Ultrastructural studies of the mating reaction demonstrated that the chloroplasts of the plus and minus gametes fuse between 3 hours and 7 hours after mating (Cavalier-Smith 1970). Microscopic investigation using DAPI staining showed that chloroplast nucleoids from the minus parent disappear even before this time, although this does not necessarily indicate that the chloroplast DNA had actually been destroyed. Within the first 40–50 minutes after mating, the chloroplasts of the parental cells appear to be in close apposition, and nucleoids have disappeared from the chloroplast contributed by the minus parent (Kuroiwa et al., 1982; Coleman, 1984; Figure 7.3). (Kuroiwa established the identity of the gametic chloroplasts within the quadriflagellate zygote by using a mutant with short flagella for one parent in a cross, and by making crosses between small and large gametes. Coleman prestained gametes of one mating type before mating to unstained gametes). Coleman and Maguire (1983) reported that uniparental destruction of chloroplast nucleoids in C. moewusii did not occur until 9–10 hours after mating, at a time when vis-à-vis pairs still persisted and nuclear fusion was just beginning. The decline in visible nucleoids per zygote continued for the next 4–5 hours in zygotes kept in the light but was arrested in zygotes transferred to the dark.

Using optical tweezers and PCR-based analysis on single zygotes formed from transgenic C. reinhardtii gametes expressing the bacterial aadA gene (Chapter 8), Nishimura et al. (1999) demonstrated that chloroplast DNA of the minus parent is actively digested during the period when minus nucleoids disappear, rather than simply diffusing throughout the chloroplast.

Destruction of the minus chloroplast nucleoids is blocked by nuclease-inhibiting agents, such as aurintricarboxylic acid and ethidium bromide, and by cycloheximide, which inhibits protein synthesis on cytosolic ribosomes, but not by inhibitors of chloroplast protein synthesis (Kuroiwa et al., 1983a). In agreement with the studies of Sager and Ramanis (1967), Kuroiwa et al. (1983b, 1985) also found that UV treatment of the plus but not the minus parent interfered with nucleoid destruction. Nishimura et al. (2002) identified a calcium-dependent nuclease activity that was localized to chloroplasts from the minus parent in newly fused cells, but was first detectable in plus gametes during their maturation. This enzyme is active within the first 60–90 minutes after zygote formation, before chloroplast fusion occurs. Nishimura et al. proposed that chloroplast DNA in plus chloroplasts is resistant to digestion, and reviewed the arguments for and against a restriction-modification mechanism, a topic to be discussed more fully in the next section.

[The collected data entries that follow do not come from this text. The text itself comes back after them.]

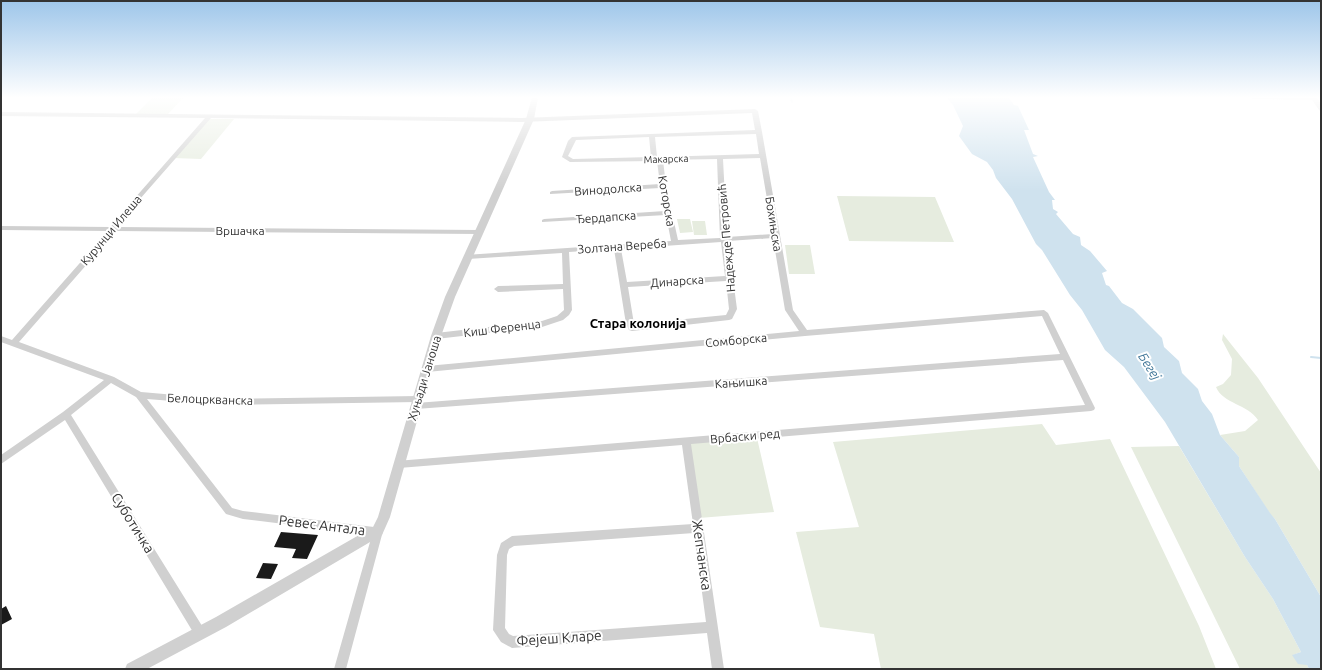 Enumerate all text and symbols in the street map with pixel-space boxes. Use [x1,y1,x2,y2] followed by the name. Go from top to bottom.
[643,153,689,165] street label: Макарска
[656,175,678,227] street label: Которска
[574,180,642,198] street label: Винодолска
[715,183,737,293] street label: Надежде Петровић
[78,192,144,268] street label: Курунци Илеша
[763,196,785,252] street label: Бохињска
[575,208,637,226] street label: Ђердапска
[215,224,265,237] street label: Вршачка
[577,236,667,256] street label: Золтана Вереба
[650,273,704,289] street label: Динарска
[590,316,686,330] district label: Стара колонија
[463,317,541,339] street label: Киш Ференца
[705,331,767,349] street label: Сомборска
[405,334,443,422] street label: Хуњади Јаноша
[1136,350,1164,383] water label: Бегеј
[714,374,768,390] street label: Кањишка
[167,391,253,407] street label: Белоцркванска
[710,426,780,446] street label: Врбаски ред
[108,490,158,556] street label: Суботичка
[278,512,366,538] street label: Ревес Антала
[689,519,715,591] street label: Жепчанска
[516,627,602,649] street label: Фејеш Кларе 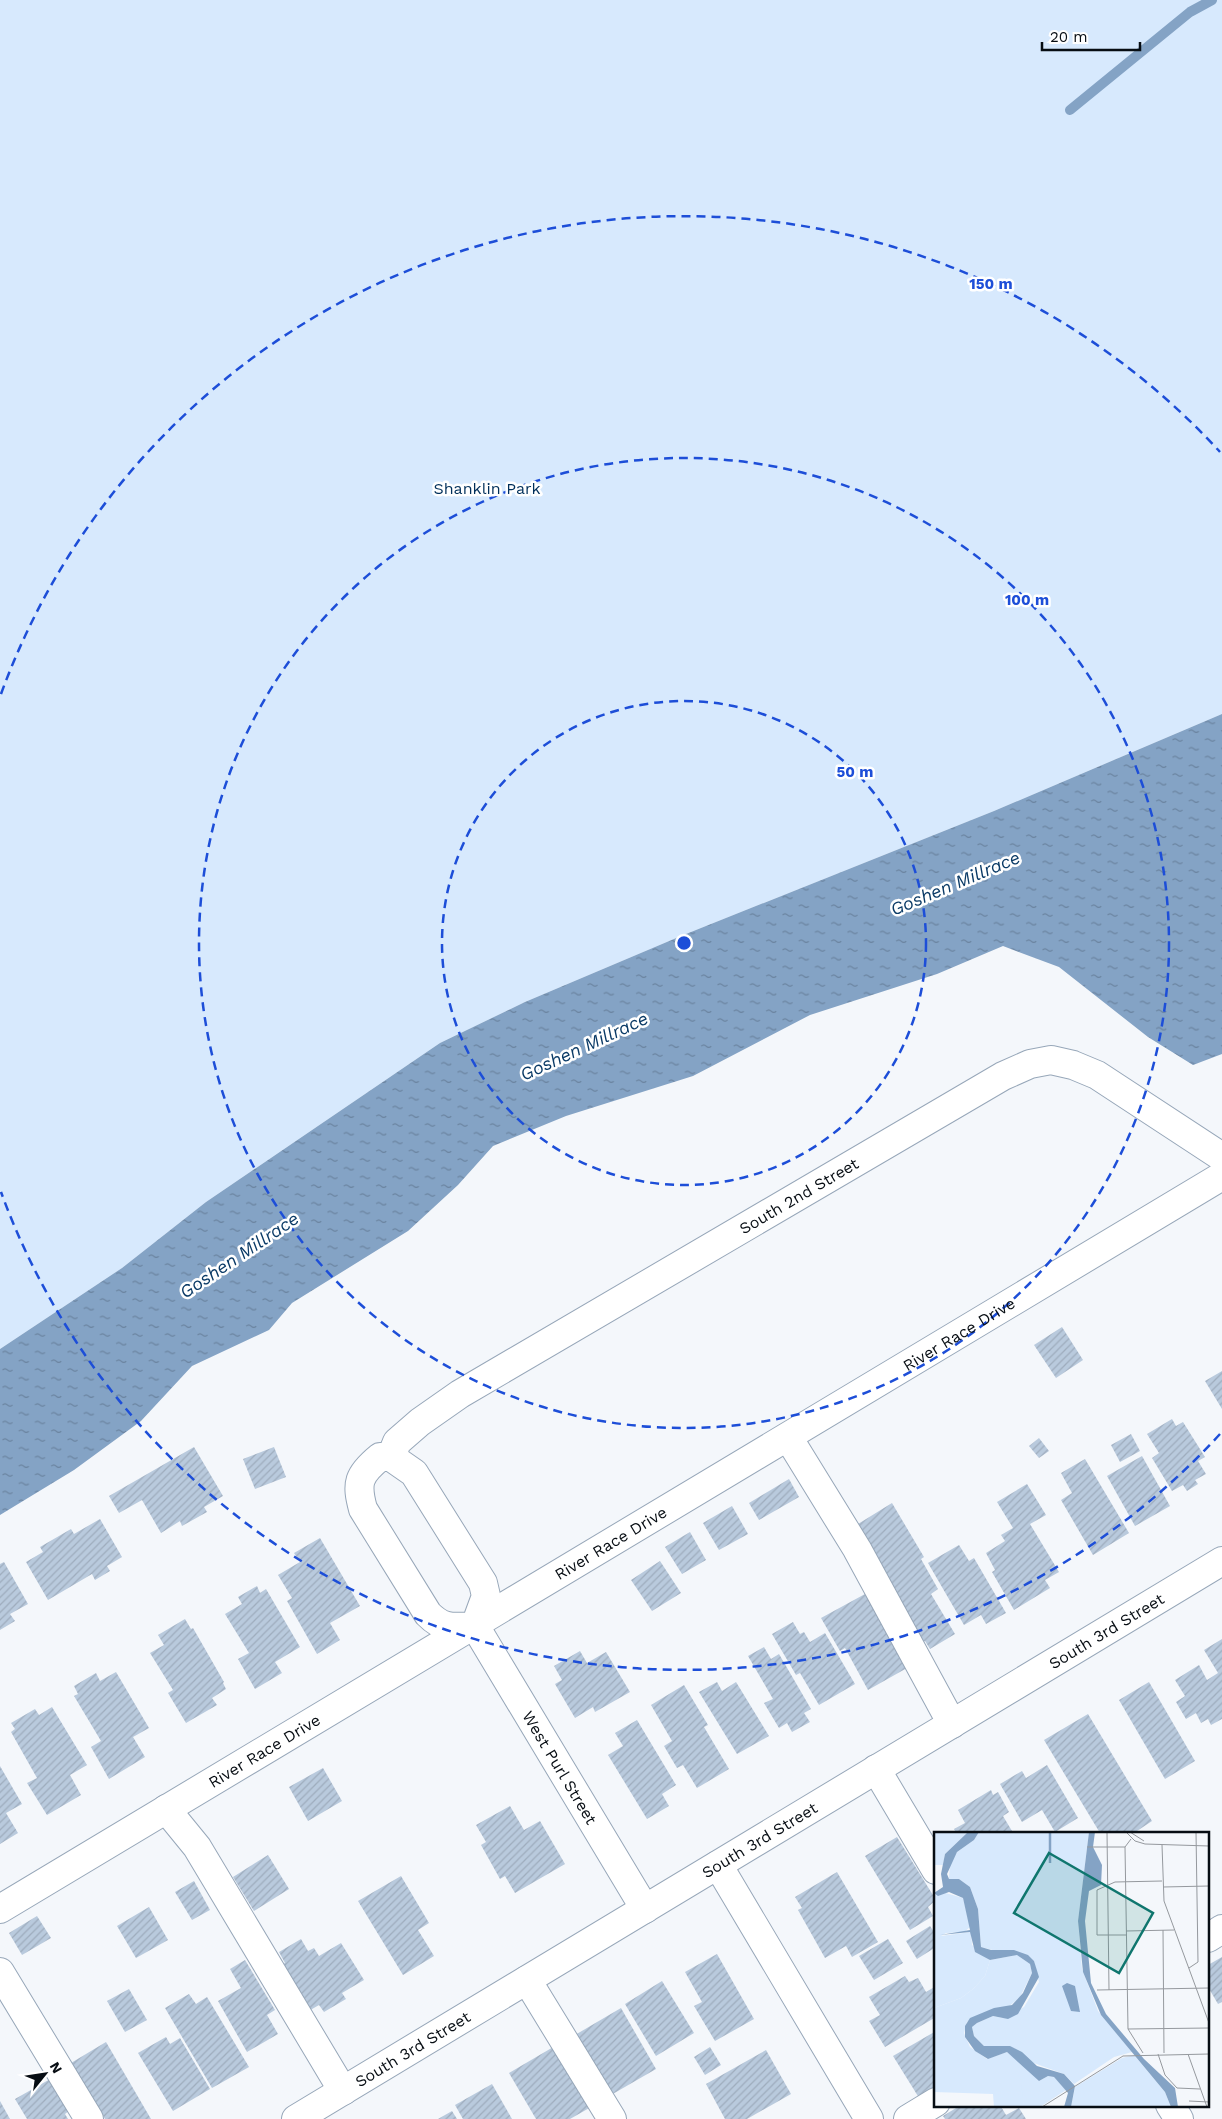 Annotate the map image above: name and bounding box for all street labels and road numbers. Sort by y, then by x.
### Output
street label: South 2nd Street [736,1153,862,1238]
street label: River Race Drive [899,1293,1018,1375]
street label: River Race Drive [551,1502,670,1584]
street label: South 3rd Street [1045,1589,1168,1673]
street label: West Purl Street [519,1707,601,1828]
street label: River Race Drive [205,1710,324,1791]
street label: South 3rd Street [698,1798,821,1882]
street label: South 3rd Street [351,2007,474,2091] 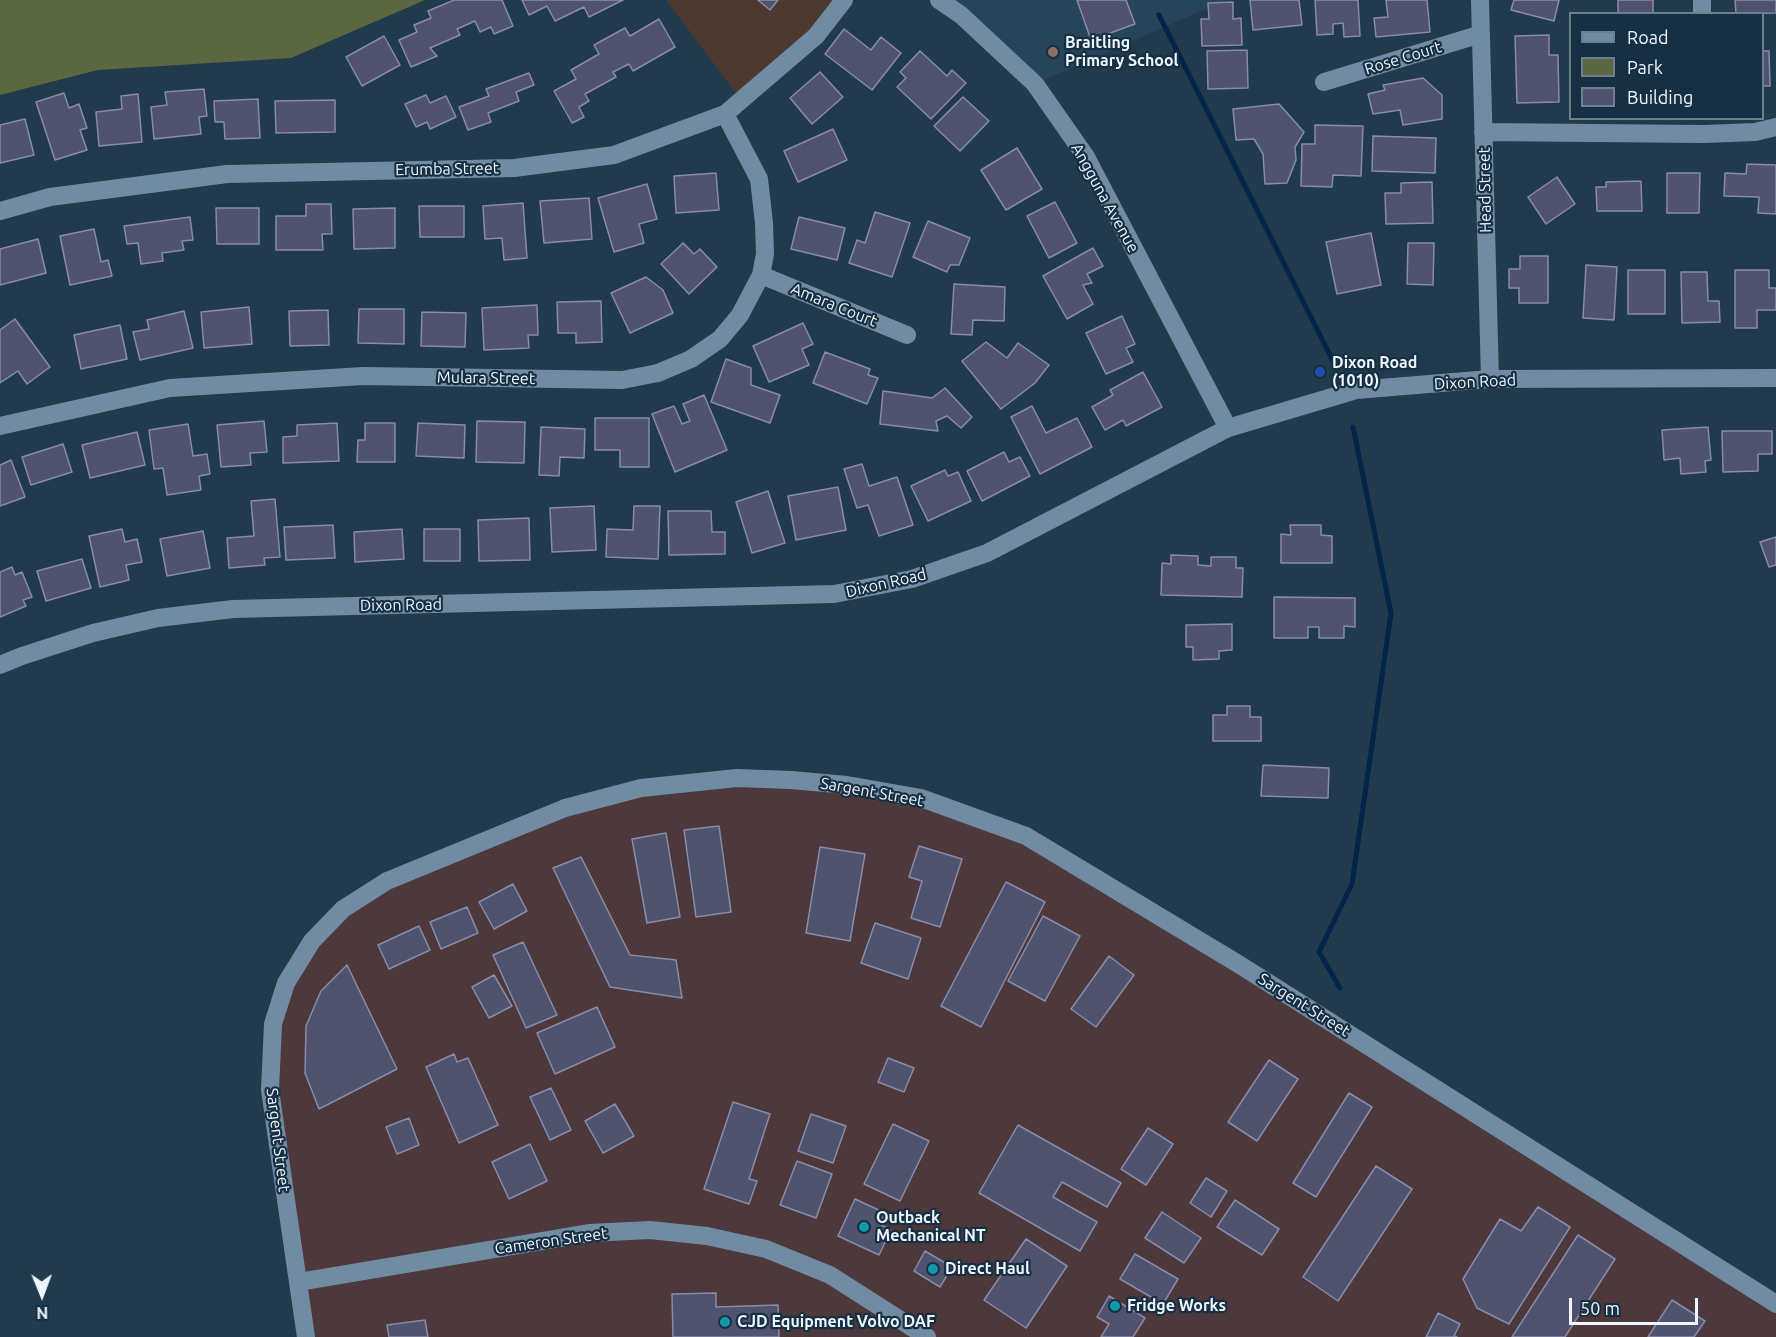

After chloroplast fusion, the remaining nucleoids coalesce to a final average of two or three per zygotic plastid (Birky et al., 1984; Coleman, 1984). During germination of the zygote, new chloroplast DNA synthesis appears to occur, as judged by quantitative fluorescence measurements indicating that newly released zoospores contain 3.5 times as much chloroplast DNA as gametes (Coleman, 1984).